第162节

  关靖泽回来时正好听到这一句,心里也不知是什么滋味。
  贾立可以申请跟郑驰乐一起调动,他却不能这样。
  柳泉这边还有很多项目是他一手负责的,市里的各项工作也刚刚步入正轨,郑驰乐走了,能扛下来的就只有他了。
  他不能跟着走。
  事到临头他才发现自己能为郑驰乐做的事少之又少。
  关靖泽说:“我们这两天得商量一下这边的事怎么交接。”
  贾立讽道:“这么快就想着接盘了?”
  关靖泽看向郑驰乐。
  郑驰乐知道关靖泽很难接受这件事,所以很明白关靖泽说出这样的话在心里挣扎了多久。
  他说道:“这个确实得好好商量,正好师兄也在,能给点意见。”
  吴弃疾点点头,没有异议。
  于是在延松的最后两天,郑驰乐都花在工作的交接上面。他逐个找回参与各个项目的人,开了一个又一个小会。

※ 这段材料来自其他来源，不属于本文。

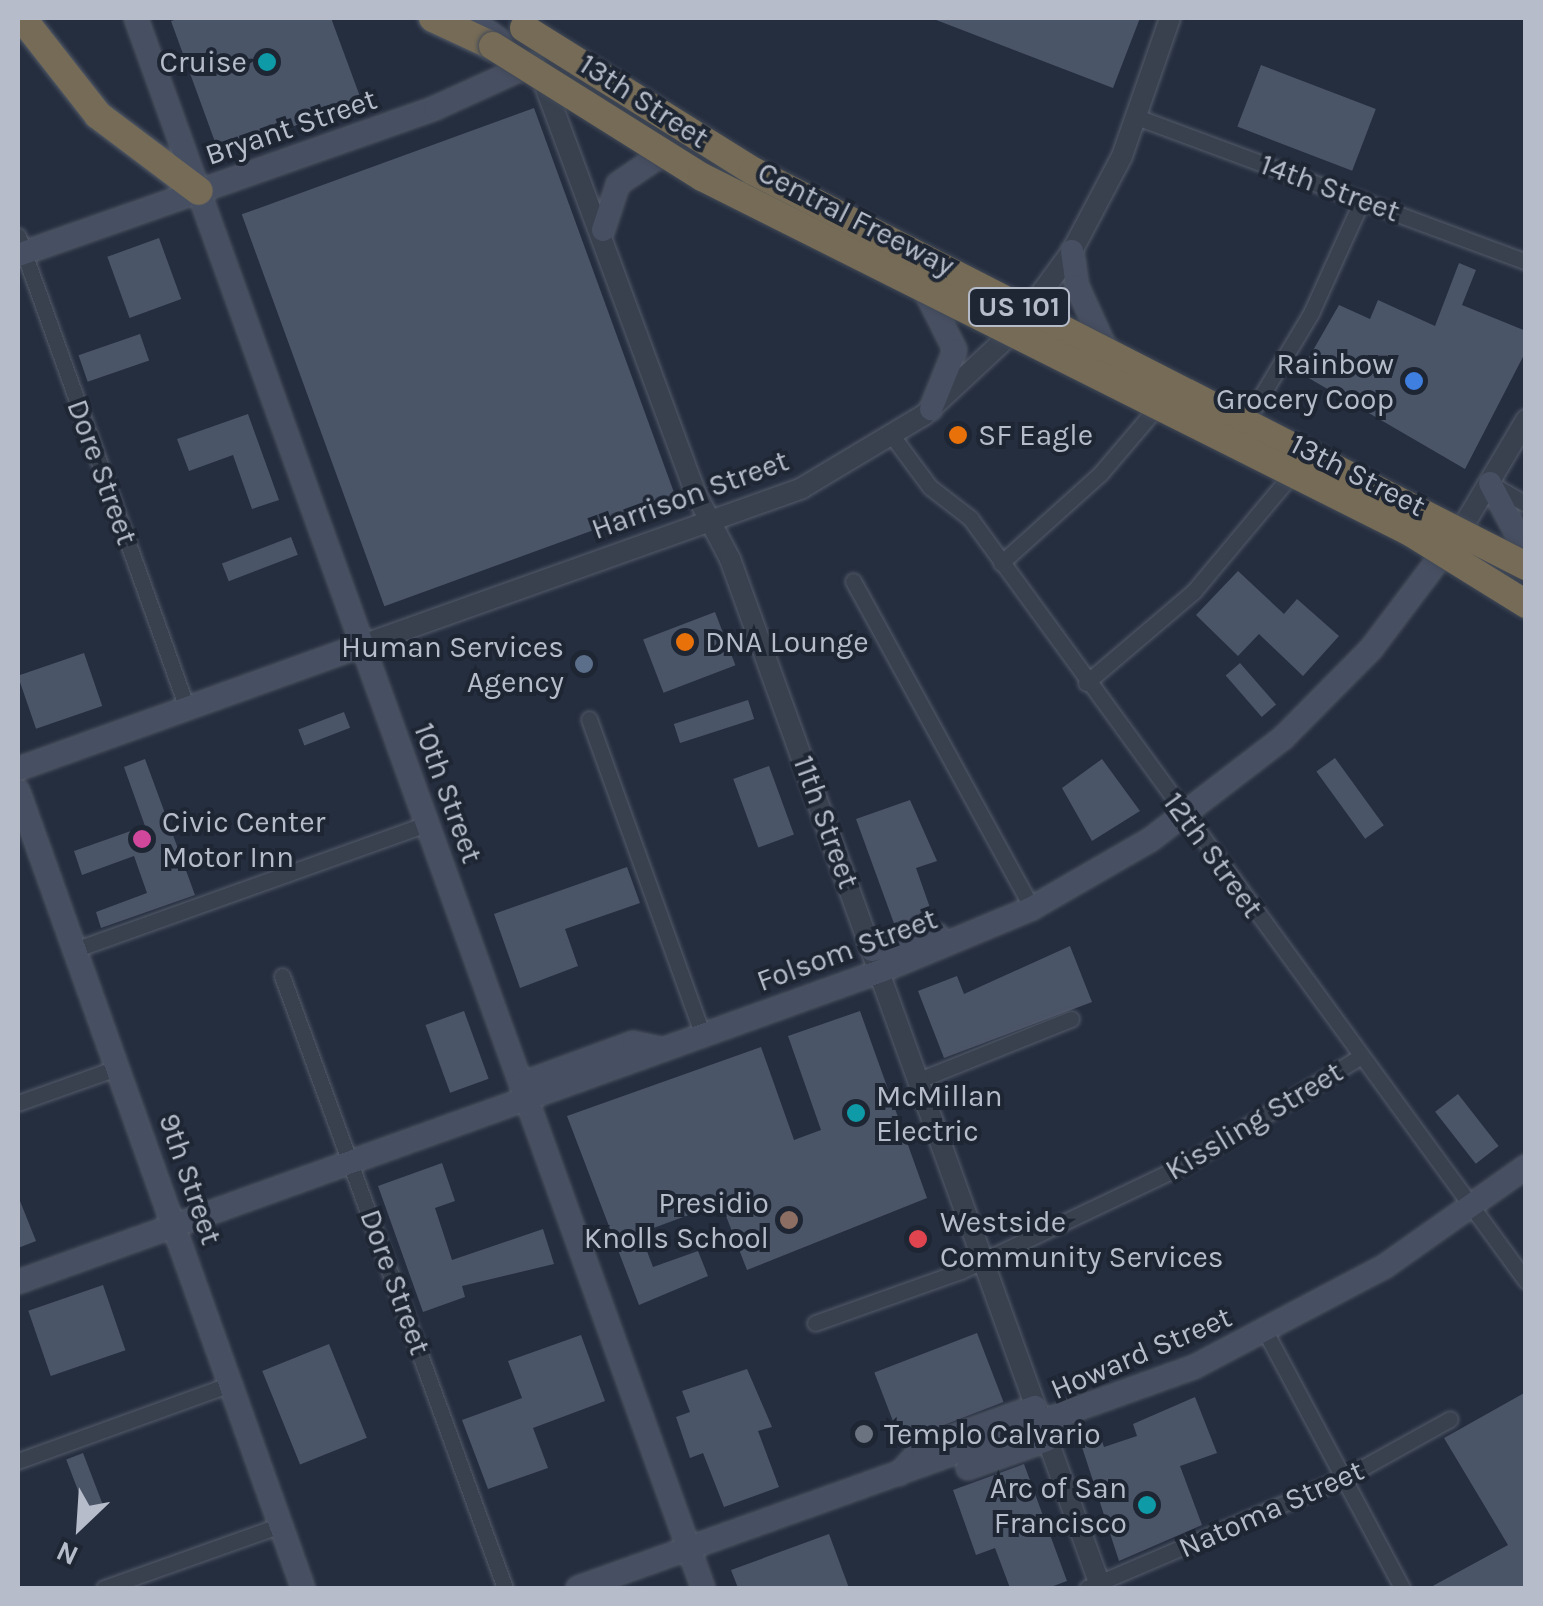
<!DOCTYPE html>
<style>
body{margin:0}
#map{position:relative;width:1543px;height:1606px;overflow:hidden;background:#252e3f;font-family:Karla,sans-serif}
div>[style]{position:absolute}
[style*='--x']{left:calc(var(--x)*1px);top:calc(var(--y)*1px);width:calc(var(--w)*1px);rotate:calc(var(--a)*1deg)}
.building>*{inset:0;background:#4b5568;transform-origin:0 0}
.roads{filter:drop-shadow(0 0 2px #545c6a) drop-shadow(0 0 2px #545c6a)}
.minor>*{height:15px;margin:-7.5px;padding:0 7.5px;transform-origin:7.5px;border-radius:7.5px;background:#39414f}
.tertiary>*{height:20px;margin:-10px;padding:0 10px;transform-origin:10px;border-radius:10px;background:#39414f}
.secondary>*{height:22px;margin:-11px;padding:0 11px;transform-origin:11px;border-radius:11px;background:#474f62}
.motorway>*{height:28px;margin:-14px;padding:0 14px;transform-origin:14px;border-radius:14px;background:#756b56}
.bridges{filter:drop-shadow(0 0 2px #414957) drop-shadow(0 0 2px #414957)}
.motorway-bridge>*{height:28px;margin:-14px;padding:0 14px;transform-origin:14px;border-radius:14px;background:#756b56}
.dots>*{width:28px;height:28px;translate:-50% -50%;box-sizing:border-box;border:5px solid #1e2634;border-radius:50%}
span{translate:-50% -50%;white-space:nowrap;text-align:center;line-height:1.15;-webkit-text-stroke:8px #1e2634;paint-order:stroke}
.shield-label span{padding:2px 8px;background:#1e2634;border:2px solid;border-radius:8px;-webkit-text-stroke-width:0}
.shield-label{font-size:28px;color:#b6bcca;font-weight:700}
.poi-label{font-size:30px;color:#b6bcca}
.right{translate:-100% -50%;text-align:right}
.left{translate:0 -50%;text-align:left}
.street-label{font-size:30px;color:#b6bcca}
.frame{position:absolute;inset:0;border:20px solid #b6bcca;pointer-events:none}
.north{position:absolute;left:30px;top:1476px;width:100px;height:100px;-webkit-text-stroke:8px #1e2634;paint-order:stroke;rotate:205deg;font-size:28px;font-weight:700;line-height:40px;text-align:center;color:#b6bcca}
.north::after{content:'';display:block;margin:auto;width:35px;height:45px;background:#b6bcca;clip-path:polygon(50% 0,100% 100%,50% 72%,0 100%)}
</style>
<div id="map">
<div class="building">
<i style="clip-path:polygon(181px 18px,331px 18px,362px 102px,219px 153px,171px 21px)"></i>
<i style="clip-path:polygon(931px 18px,1140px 18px,1113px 88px)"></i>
<i style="left:1261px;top:65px;width:123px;height:66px;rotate:21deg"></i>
<i style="left:534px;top:108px;width:417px;height:311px;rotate:70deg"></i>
<i style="left:159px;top:238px;width:65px;height:55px;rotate:70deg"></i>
<i style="clip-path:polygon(1459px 263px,1476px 270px,1462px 305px,1526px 331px,1526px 351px,1465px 469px,1300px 373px,1339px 305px,1370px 319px,1378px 300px,1435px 326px)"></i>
<i style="left:140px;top:334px;width:28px;height:65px;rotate:71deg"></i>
<i style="clip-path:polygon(248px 414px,279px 500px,252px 509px,233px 455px,189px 471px,177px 439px)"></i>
<i style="left:291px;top:537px;width:19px;height:74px;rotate:69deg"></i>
<i style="clip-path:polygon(1238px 571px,1284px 614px,1297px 599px,1339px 636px,1303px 676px,1259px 634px,1238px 656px,1196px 615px)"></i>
<i style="left:715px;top:612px;width:57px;height:77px;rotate:69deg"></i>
<i style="left:84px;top:653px;width:56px;height:70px;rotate:71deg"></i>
<i style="left:1240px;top:663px;width:55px;height:19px;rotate:49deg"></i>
<i style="left:748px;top:700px;width:20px;height:78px;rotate:72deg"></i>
<i style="left:344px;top:712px;width:17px;height:49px;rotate:69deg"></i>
<i style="left:1335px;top:758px;width:83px;height:23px;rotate:54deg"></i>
<i style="clip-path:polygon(145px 759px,195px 895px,101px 928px,96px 912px,147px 893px,134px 856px,82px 875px,74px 851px,145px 826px,124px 767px)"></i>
<i style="clip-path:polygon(1102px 759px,1140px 811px,1092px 841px,1062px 788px)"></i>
<i style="left:769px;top:766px;width:73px;height:38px;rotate:70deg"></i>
<i style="clip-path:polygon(910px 800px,937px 861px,916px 868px,934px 919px,896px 929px,856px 819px)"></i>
<i style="clip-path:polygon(627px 867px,640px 903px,565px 929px,578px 966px,520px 988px,494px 914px)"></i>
<i style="clip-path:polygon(1070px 946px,1092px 1002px,944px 1058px,918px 991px,957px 976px,964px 994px)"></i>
<i style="left:464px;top:1011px;width:72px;height:41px;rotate:70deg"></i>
<i style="clip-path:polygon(860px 1011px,927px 1198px,747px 1270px,721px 1203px,640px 1233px,653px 1267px,698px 1251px,708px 1276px,639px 1305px,567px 1116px,761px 1047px,794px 1140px,821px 1130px,788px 1036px)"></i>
<i style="left:1458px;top:1094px;width:66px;height:29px;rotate:52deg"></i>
<i style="clip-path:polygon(442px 1163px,455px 1201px,435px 1208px,452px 1260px,543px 1229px,554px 1264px,462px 1286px,465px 1297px,423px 1312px,378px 1186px)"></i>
<i style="clip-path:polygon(18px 1196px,36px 1241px,18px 1248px)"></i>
<i style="left:103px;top:1285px;width:69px;height:79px;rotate:71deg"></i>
<i style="left:977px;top:1333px;width:74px;height:110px;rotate:69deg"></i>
<i style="clip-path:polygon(581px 1335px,605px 1401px,533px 1428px,548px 1468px,488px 1489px,462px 1420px,522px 1398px,508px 1361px)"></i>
<i style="left:329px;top:1344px;width:101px;height:72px;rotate:68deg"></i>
<i style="clip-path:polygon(747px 1369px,772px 1427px,758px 1431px,779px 1487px,724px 1507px,703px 1453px,690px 1458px,676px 1417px,690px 1412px,682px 1391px)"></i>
<i style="clip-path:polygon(1526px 1392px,1526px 1588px,1429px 1588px,1508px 1545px,1444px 1438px)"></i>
<i style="clip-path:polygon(1195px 1397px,1217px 1453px,1180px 1466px,1202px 1525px,1119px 1561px,1081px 1444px,1101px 1438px,1104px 1447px,1137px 1436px,1133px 1424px)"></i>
<i style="left:83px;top:1453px;width:57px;height:18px;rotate:69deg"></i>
<i style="clip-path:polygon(1024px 1464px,1067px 1581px,1048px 1588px,1010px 1588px,995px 1548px,976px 1555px,953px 1490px)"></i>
<i style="clip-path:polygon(829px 1534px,849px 1588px,738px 1588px,731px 1570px)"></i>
</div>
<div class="roads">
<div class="minor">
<i style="--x:1134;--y:116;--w:418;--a:20.4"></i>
<i style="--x:18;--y:236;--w:501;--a:70.3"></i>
<i style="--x:1247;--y:420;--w:125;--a:-59.1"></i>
<i style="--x:1311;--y:313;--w:124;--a:-65.7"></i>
<i style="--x:893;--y:437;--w:62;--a:53.5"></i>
<i style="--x:930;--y:487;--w:51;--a:37.8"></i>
<i style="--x:970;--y:518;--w:944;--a:53.92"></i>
<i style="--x:1493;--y:485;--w:38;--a:30"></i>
<i style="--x:1001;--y:563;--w:133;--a:-42"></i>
<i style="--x:1100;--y:474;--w:88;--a:-49.6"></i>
<i style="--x:853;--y:581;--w:373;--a:61.3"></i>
<i style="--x:1086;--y:683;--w:142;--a:-40.4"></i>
<i style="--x:1194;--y:591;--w:151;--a:-50.1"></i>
<i style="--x:589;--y:719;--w:336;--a:70.2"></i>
<i style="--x:77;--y:949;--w:372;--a:-19.7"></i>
<i style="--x:282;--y:976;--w:651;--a:69.98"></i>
<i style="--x:919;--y:1080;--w:164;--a:-21.9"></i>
<i style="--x:18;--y:1103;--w:107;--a:-19.6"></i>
<i style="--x:815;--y:1323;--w:155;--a:-19.6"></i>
<i style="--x:961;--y:1271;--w:247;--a:-25.4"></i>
<i style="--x:1184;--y:1165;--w:208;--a:-31.6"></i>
<i style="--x:1266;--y:1333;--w:289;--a:61.9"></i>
<i style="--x:18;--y:1461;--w:226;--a:-19.9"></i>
<i style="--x:104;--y:1588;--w:188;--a:-19.6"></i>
<i style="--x:1087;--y:1588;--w:280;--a:-23.2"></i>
<i style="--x:1344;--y:1478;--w:121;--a:-29.1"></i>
</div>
<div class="tertiary">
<i style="--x:542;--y:78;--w:444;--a:69.7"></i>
<i style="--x:696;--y:494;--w:73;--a:62.4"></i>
<i style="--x:730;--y:559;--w:1094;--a:70.17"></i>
<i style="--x:1462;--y:528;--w:126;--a:-59.3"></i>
<i style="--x:362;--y:645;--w:467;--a:-19.6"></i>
<i style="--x:802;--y:488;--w:142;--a:-30.9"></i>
<i style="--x:924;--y:415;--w:120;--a:-43"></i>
<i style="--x:1012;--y:333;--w:102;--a:-53.8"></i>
<i style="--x:1072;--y:251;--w:107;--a:-62.2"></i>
<i style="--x:1122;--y:156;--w:146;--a:-70.8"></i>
</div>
<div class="secondary">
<i style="--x:136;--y:18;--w:1669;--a:70.14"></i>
<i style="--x:468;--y:18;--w:38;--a:35"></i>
<i style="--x:603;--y:230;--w:48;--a:-71.9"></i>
<i style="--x:618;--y:184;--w:55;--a:-34"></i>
<i style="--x:1072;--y:251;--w:35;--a:82"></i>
<i style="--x:1077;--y:286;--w:70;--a:65.6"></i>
<i style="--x:18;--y:255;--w:442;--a:-19.4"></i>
<i style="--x:435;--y:108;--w:107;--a:-24.4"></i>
<i style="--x:924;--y:288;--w:69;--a:63.4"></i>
<i style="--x:955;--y:350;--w:64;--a:112.1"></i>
<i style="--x:1490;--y:483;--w:77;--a:62.1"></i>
<i style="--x:18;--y:769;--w:366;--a:-19.8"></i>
<i style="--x:18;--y:791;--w:846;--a:70.32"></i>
<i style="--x:872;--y:950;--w:67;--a:-13"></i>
<i style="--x:521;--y:1084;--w:119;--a:-20.1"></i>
<i style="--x:633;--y:1043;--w:30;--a:12"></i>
<i style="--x:18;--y:1282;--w:917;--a:-19.82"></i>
<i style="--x:881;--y:971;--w:164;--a:-22.6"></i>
<i style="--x:1032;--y:908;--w:136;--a:-30"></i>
<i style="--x:1150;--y:840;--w:168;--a:-37.5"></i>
<i style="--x:1283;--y:738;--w:125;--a:-45.3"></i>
<i style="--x:1371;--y:649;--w:138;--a:-53"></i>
<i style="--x:968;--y:1468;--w:84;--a:-19.5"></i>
<i style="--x:899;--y:1474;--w:36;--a:-48"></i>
<i style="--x:923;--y:1447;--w:119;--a:-19.7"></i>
<i style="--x:578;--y:1588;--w:654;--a:-19.74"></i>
<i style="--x:1194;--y:1367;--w:215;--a:-27.8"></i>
<i style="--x:1384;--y:1267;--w:174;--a:-35.2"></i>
</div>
<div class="motorway">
<i style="--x:22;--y:18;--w:123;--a:51.9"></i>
<i style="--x:98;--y:115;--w:126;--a:37"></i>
<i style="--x:433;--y:18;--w:66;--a:25"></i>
</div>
</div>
<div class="bridges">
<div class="motorway-bridge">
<i style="--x:524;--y:28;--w:270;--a:32"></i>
<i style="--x:753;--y:171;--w:868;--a:27.07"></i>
<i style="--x:493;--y:46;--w:247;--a:32.1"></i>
<i style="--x:702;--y:177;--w:792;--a:26.63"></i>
<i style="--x:1410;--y:532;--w:137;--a:31.8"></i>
</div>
</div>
<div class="dots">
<i style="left:267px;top:62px;background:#0f9aa8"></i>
<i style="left:1414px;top:381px;background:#3f7fe0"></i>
<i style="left:958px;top:435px;background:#e8710a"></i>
<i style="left:685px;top:642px;background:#e8710a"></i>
<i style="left:584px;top:664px;background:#5c6f8a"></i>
<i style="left:142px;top:839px;background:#d1479c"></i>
<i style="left:856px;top:1113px;background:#0f9aa8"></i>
<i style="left:789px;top:1220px;background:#8d6e63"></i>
<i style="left:918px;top:1239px;background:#e0444e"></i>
<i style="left:864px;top:1434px;background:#6b7280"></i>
<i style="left:1147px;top:1505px;background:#0f9aa8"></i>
</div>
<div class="shield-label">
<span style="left:1019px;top:307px">US 101</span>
</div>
<div class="poi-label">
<span class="right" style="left:247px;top:62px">Cruise</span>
<span class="right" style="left:1394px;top:381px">Rainbow<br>Grocery Coop</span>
<span class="left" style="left:978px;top:435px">SF Eagle</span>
<span class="left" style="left:705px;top:642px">DNA Lounge</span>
<span class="right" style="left:564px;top:664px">Human Services<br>Agency</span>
<span class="left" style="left:162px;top:839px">Civic Center<br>Motor Inn</span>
<span class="left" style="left:876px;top:1113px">McMillan<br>Electric</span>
<span class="right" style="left:769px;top:1220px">Presidio<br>Knolls School</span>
<span class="left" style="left:940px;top:1239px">Westside<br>Community Services</span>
<span class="left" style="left:884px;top:1434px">Templo Calvario</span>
<span class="right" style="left:1127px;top:1505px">Arc of San<br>Francisco</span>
</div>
<div class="street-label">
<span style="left:644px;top:101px;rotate:33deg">13th Street</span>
<span style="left:291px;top:127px;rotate:-19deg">Bryant Street</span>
<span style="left:1330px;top:188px;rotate:20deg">14th Street</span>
<span style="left:856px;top:219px;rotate:27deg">Central Freeway</span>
<span style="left:102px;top:472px;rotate:70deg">Dore Street</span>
<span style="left:1358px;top:475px;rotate:27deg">13th Street</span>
<span style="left:690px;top:495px;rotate:-20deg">Harrison Street</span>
<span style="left:448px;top:793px;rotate:70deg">10th Street</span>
<span style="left:826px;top:822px;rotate:70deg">11th Street</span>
<span style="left:1213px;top:855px;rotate:54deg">12th Street</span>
<span style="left:847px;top:950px;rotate:-20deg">Folsom Street</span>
<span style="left:1254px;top:1121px;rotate:-31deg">Kissling Street</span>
<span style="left:190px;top:1179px;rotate:71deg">9th Street</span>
<span style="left:395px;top:1282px;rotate:70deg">Dore Street</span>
<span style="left:1141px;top:1353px;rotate:-23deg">Howard Street</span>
<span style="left:1271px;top:1509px;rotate:-24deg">Natoma Street</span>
</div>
<div class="frame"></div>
<div class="north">N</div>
</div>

  也不知是谁把他要走的消息传了出去,他每次来回都会被人给堵住,一遍遍地问他是不是真的要走。郑驰乐在每个人脸上都读出了不舍,因此耐心地给每一个人回应。
  消息传得更广了。
  不知不觉间,郑驰乐的家门口开始堆放着各种各样的土产,不是什么贵重的东西,自家熏的肉、自家酿的酒、自己晒的干货……等等等等,什么都有,还附着一封封或长或短的信,打开一看,写的都是不舍和祝福。更有在他门外守上好几个小时,就是为了跟他说上几句话的淳朴乡民。
  郑驰乐不知该说什么好,只能笑着接受每一份善意。
  正巧这时候有个省报的记者回乡探亲,他叫常文星。
  常文星见到延松的人几乎都会往郑驰乐住处那边跑,一下子就好奇了。在了解过情况后他对着那难得一见的画面一次次按下快门,然后找上郑驰乐想给他做一次采访。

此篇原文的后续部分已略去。